Taux de mortalité infantile
Le conseil interministériel de l’outre-mer de 2009 prévoyait de réduire de moitié dans les DOM le taux de mortalité infantile en 2014.Cet objectif a été repris en 2010 dans le contrat de chacune des agences régionales de santé, et en 2011, dans un document d’orientation de la direction générale de la santé. Cet objectif n’a pas ete atteint et semble, dans certains territoires comme la Guyane, hors de portée
En Guadeloupe, ce taux était de 7,8 pour 1000 en 2000, 9,5 en 2009, 6,9 en 2010, 7,9 en 2011 et 9,9 en 2012.
En Martinique, ce taux était de 6,6 pour 1000 en 2000, 9,4 en 2009, 8,4 en 2010, 8,2 en 2011 et 8 en 2012.
En Guyane, ce taux était de 12,5 pour 1000 en 2000, 10,4 en 2009, 10,9 en 2010, 8,6 en 2011 et 9,2 en 2012.
A la Réunion, ce taux était de 5,7 pour 1000 en 2000, 8,1 en 2009, 6,6 en 2010, 7,7 en 2011 et 8,5 en 2012
Dans l’Hexagone, ce taux était de 4,4 pour 1000 en 2000, 3,7 en 2009, 3,5 en 2010, 3,3 en 2011 et 2012.
Les données dont on dispose pour Mayotte sont lacunaires : 13,5 pour 1000 en 2008 et 2010 et 26,1 en 2011. La malnutrition y est une situation chronique.
Des hôpitaux en réserve de certification
20 % des établissements de santé d’outre-mer ont été classés en D, ce qui entraîne des réserves de certification pour la Haute autorité de santé. Les établissements de Guyane, Mayotte, Saint-Martin et Saint-Barth ont ainsi été en très grande difficulté pour être certifiés, avec des réserves majeures.
Ceux des Antilles sont handicapés par des manquements aux normes de construction, antisismiques notamment, et de sécurité incendie. La certification du centre hospitalier de Cayenne a été différée fin 2013 dans l’attente de redressements significatifs. La Réunion est appréciée par les certificateurs pour une gestion très correcte en termes de qualité.
Chlordécone
L’impact sanitaire et le coût de ce « désastre chimique » demeurent inconnus. Le recensement des ouvriers agricoles éventuellement atteints n’a pas ete opéré.

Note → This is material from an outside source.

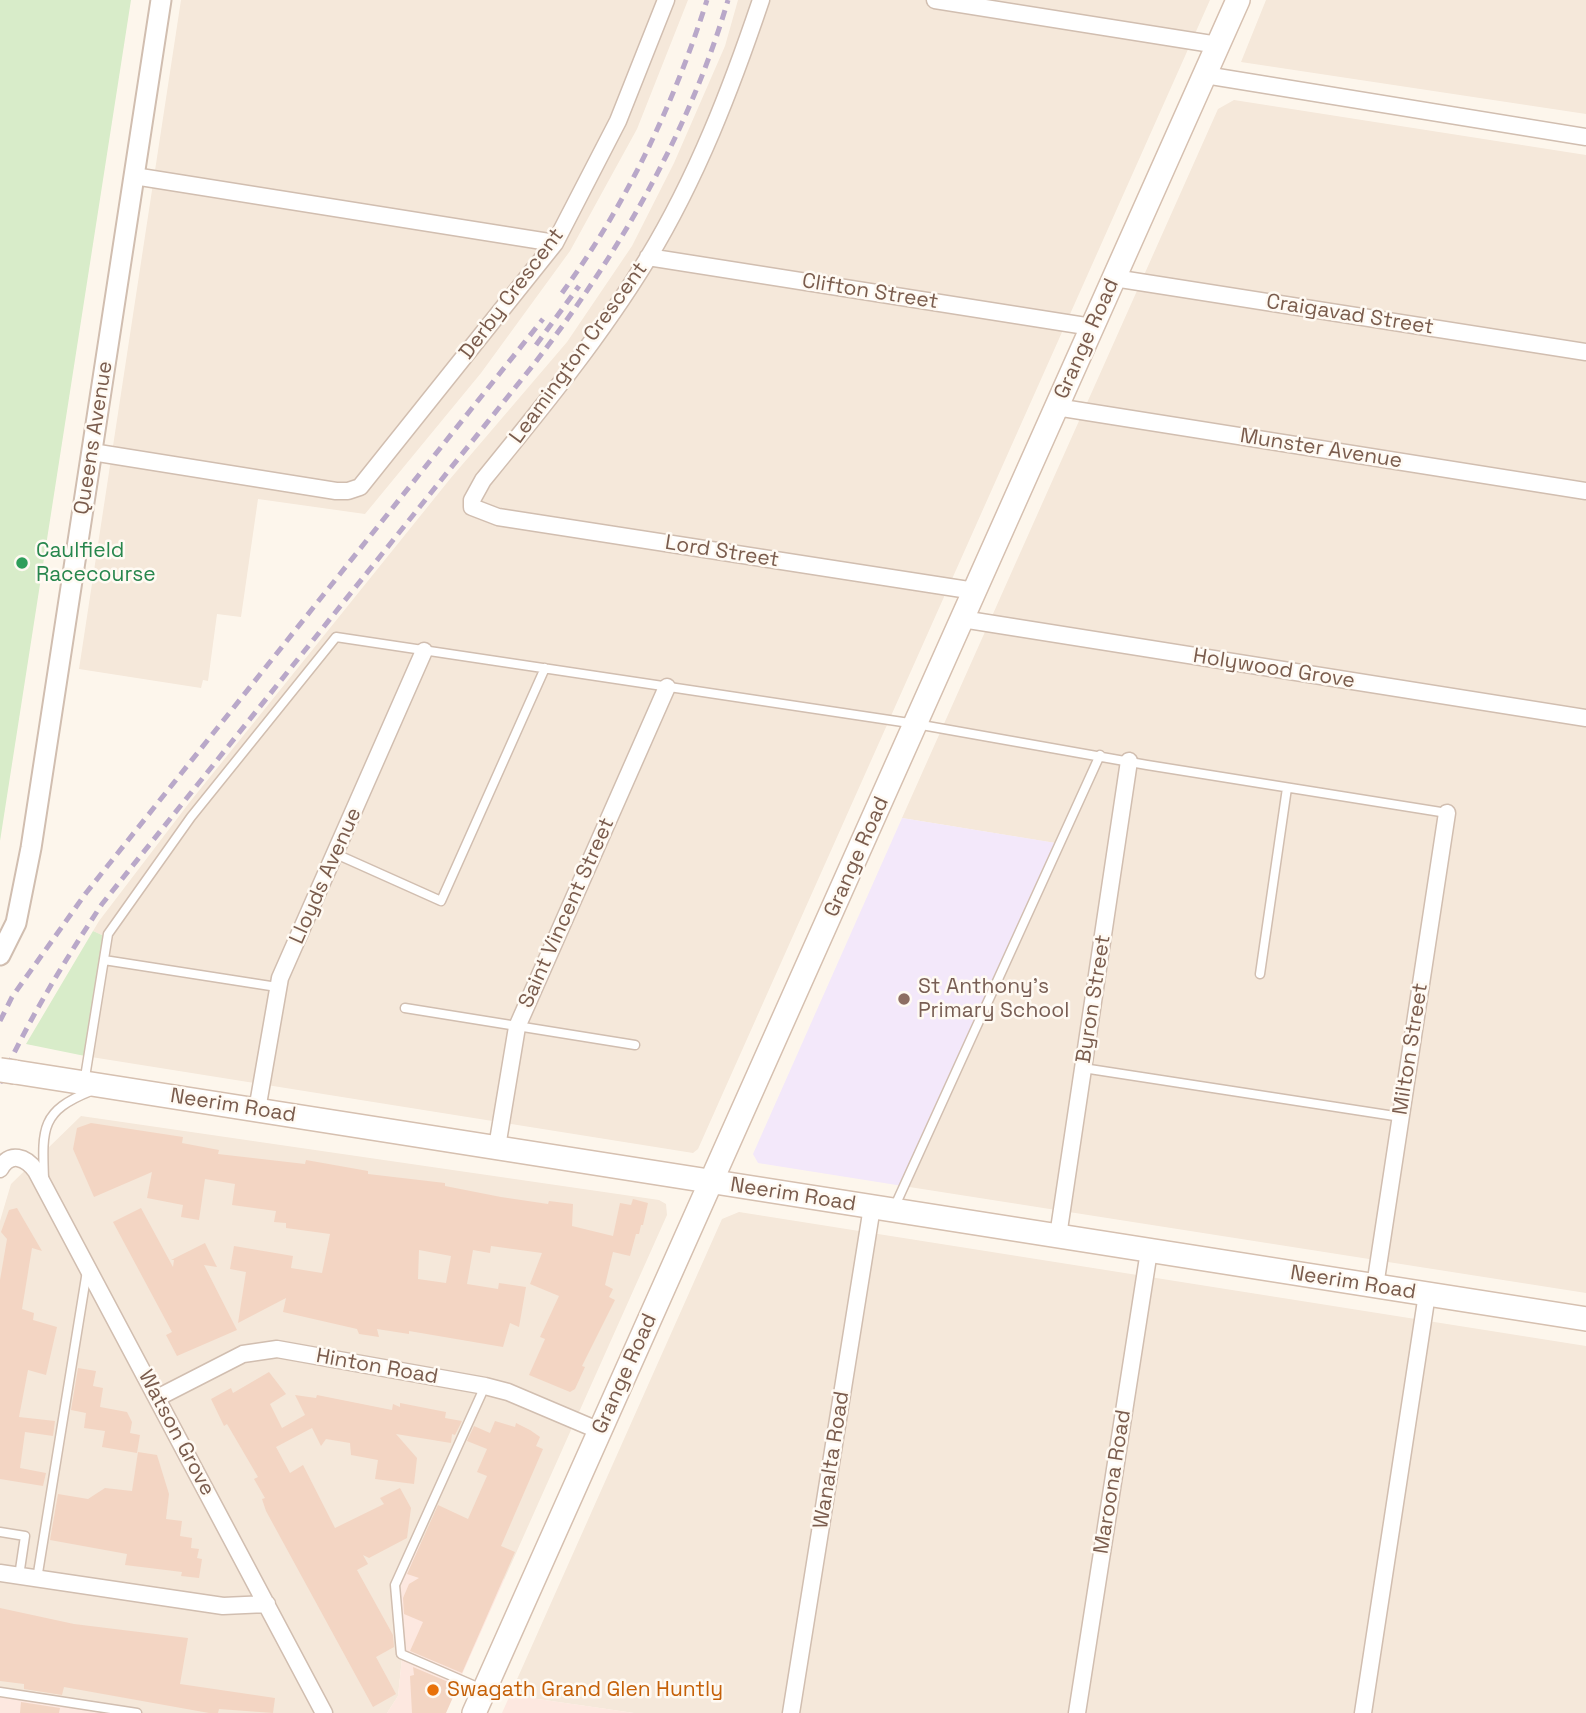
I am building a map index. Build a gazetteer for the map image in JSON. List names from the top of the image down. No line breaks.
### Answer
{"streets":{"main road":["Grange Road","Neerim Road"],"street":["Clifton Street","Derby Crescent","Craigavad Street","Leamington Crescent","Queens Avenue","Munster Avenue","Lord Street","Holywood Grove","Lloyds Avenue","Saint Vincent Street","Byron Street","Milton Street","Hinton Road","Watson Grove","Wanalta Road","Maroona Road"]},"crossings":[["Clifton Street","Grange Road"],["Clifton Street","Leamington Crescent"],["Derby Crescent","Queens Avenue"],["Craigavad Street","Grange Road"],["Grange Road","Munster Avenue"],["Grange Road","Lord Street"],["Grange Road","Holywood Grove"],["Grange Road","Neerim Road"],["Grange Road","Hinton Road"],["Leamington Crescent","Lord Street"],["Lloyds Avenue","Neerim Road"],["Saint Vincent Street","Neerim Road"],["Byron Street","Neerim Road"],["Milton Street","Neerim Road"],["Neerim Road","Wanalta Road"],["Neerim Road","Maroona Road"],["Hinton Road","Watson Grove"]],"places":["Caulfield Racecourse","St Anthony's Primary School","Swagath Grand Glen Huntly"]}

73 % des bovins contaminés en Guadeloupe en 2012 présentaient également des résidus d’autres pesticides antérieurement utilisés dans les bananeraies. La canne et la banane sont désormais « sous contrôle », mais le maraîchage aurait fait un usage excessif de produits autorisés…. Alors que se prépare avec lenteur le plan chlordécone III 2012-20120, aucun bilan du plan II, ni de son pilotage n’a été effectué.

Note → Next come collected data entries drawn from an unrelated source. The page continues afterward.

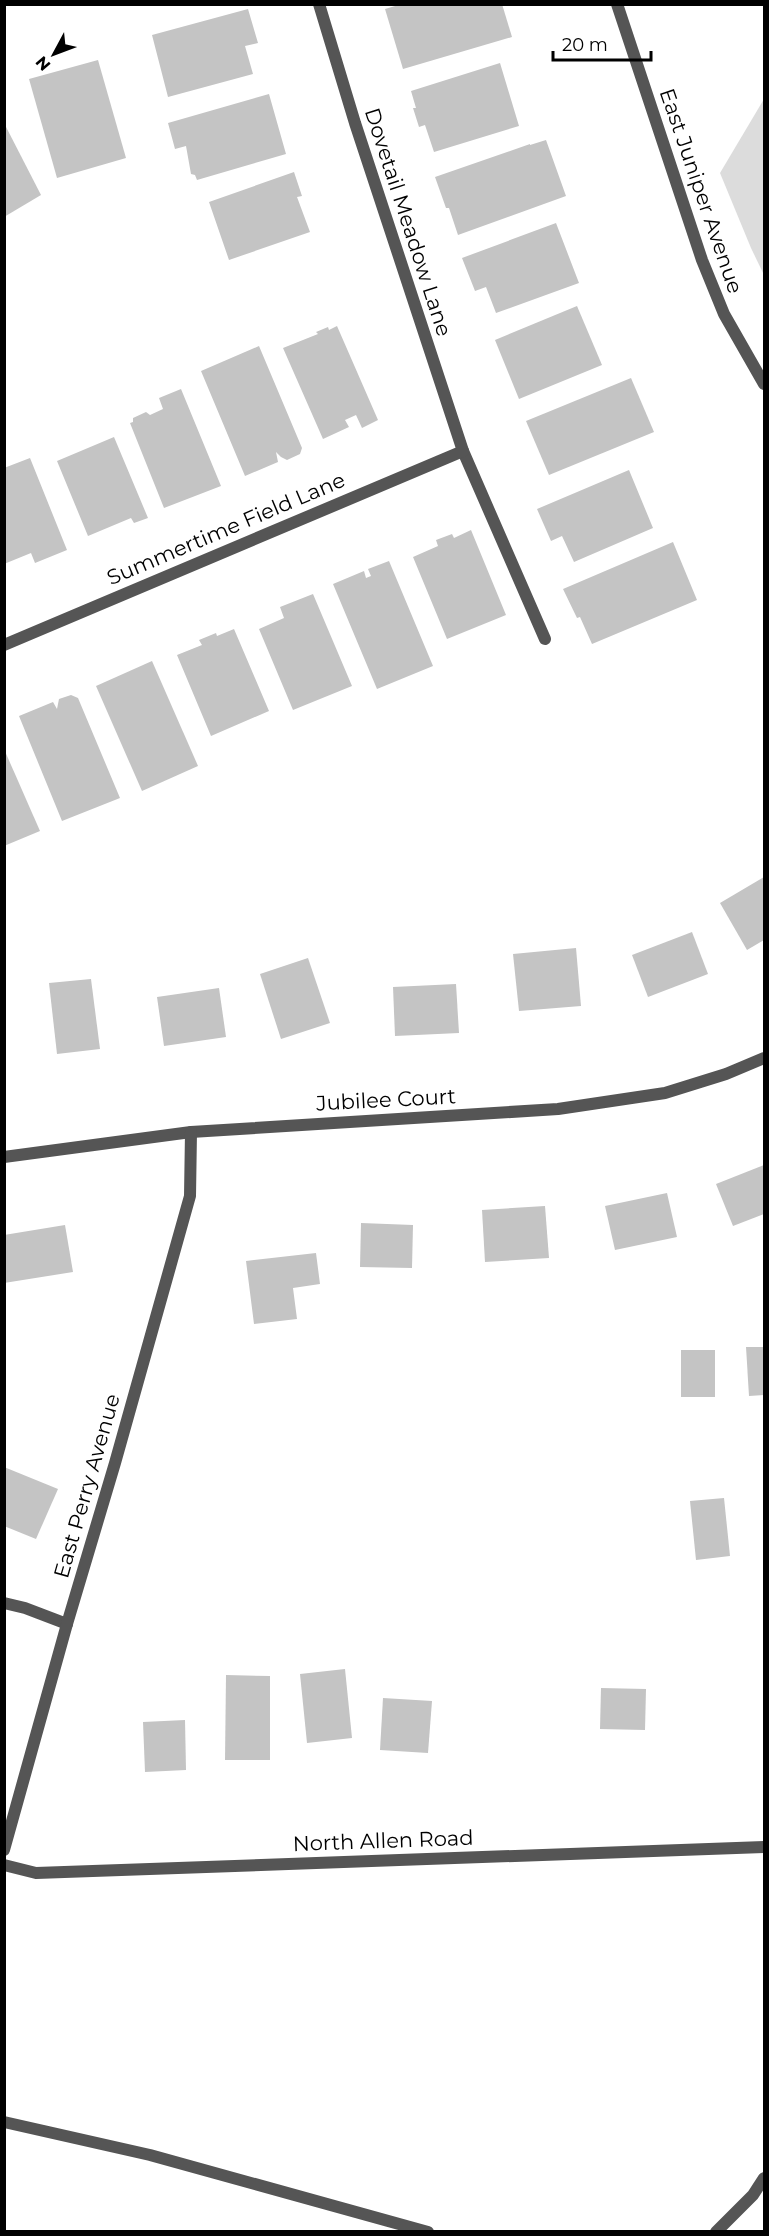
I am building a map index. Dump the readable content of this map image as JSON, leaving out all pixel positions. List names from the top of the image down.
{
  "streets": {
    "street": [
      "East Juniper Avenue",
      "Dovetail Meadow Lane",
      "Summertime Field Lane",
      "Jubilee Court",
      "East Perry Avenue",
      "North Allen Road"
    ]
  },
  "crossings": [
    ["Dovetail Meadow Lane", "Summertime Field Lane"],
    ["Jubilee Court", "East Perry Avenue"]
  ],
  "scale_bar": "20 m",
  "north": "bottom left"
}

Le sénateur Antiste salue l’efficience des ARS
Tandis que la Cour des comptes présentait son rapport sur la santé en outre-mer et préconisait une refonte de sa gouvernance, le Sénat débattait mercredi des Agences régionales de santé (ARS) avec la ministre de la Santé, Marisol Touraine. Maurice Antiste est intervenu pour saluer « l’efficience » des ARS. Il estime que les missions qui lui sont dévolues (la mise en œuvre du projet médical de territoire, l’organisation de la permanence de soins, la définition des priorités en matière de prévention et dans l’offre médicale) sont « assumées avec détermination et efficience ». Pour appuyer son affirmation, il cite le projet régional de santé, la contractualisation avec les établissements et les professionnels de santé, l’action des acteurs de terrain dans une logique de construction des parcours de santé…
Il reconnaît toutefois lui aussi des problèmes soulevés par la Cour des comptes comme la garantie de couverture de médecine de ville et le pouvoir de réquisition de médecins par le préfet qu’il verrait mieux confie à l’ARS. Il regrette l’absence de « concordance entre la planification de l’offre de soins médico-sociale et la politique de formation mise en place par le Conseil régional », un retard d’infrastructures dédiées aux séniors et encore l’absence d’interconnexion entre l’ARS et le système d’information autonome de l’assurance maladie.